▶ [Given information]
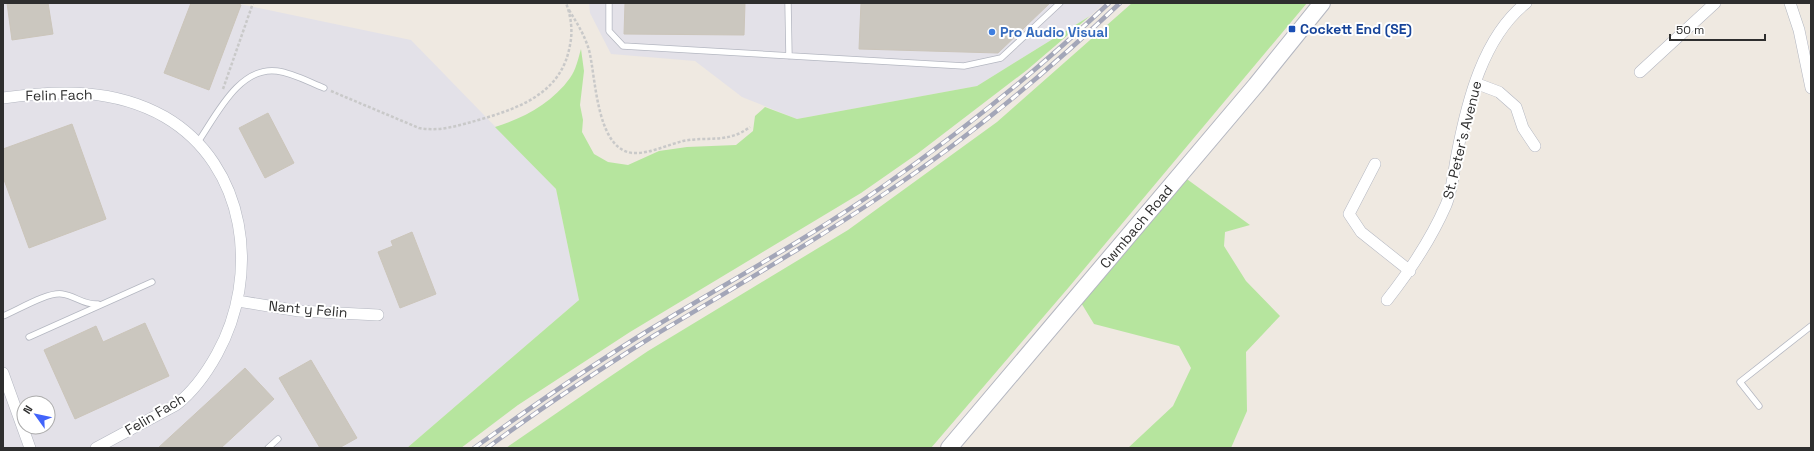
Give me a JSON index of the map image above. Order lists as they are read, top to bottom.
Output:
{
  "streets": {
    "main road": ["Cwmbach Road"],
    "street": ["Felin Fach", "St. Peter's Avenue", "Nant y Felin"]
  },
  "crossings": [
    ["Felin Fach", "Nant y Felin"]
  ],
  "places": {
    "transit": ["Cockett End (SE)"],
    "other": ["Pro Audio Visual"]
  },
  "scale_bar": "50 m",
  "north": "top left"
}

▶ [About this task] Reproduce the data above exactly, leaving each picture out.

▶ [Result for this exercise]
Give me a JSON index of the map image above. Order lists as they are read, top to bottom.
Output:
{
  "streets": {
    "main road": ["Cwmbach Road"],
    "street": ["Felin Fach", "St. Peter's Avenue", "Nant y Felin"]
  },
  "crossings": [
    ["Felin Fach", "Nant y Felin"]
  ],
  "places": {
    "transit": ["Cockett End (SE)"],
    "other": ["Pro Audio Visual"]
  },
  "scale_bar": "50 m",
  "north": "top left"
}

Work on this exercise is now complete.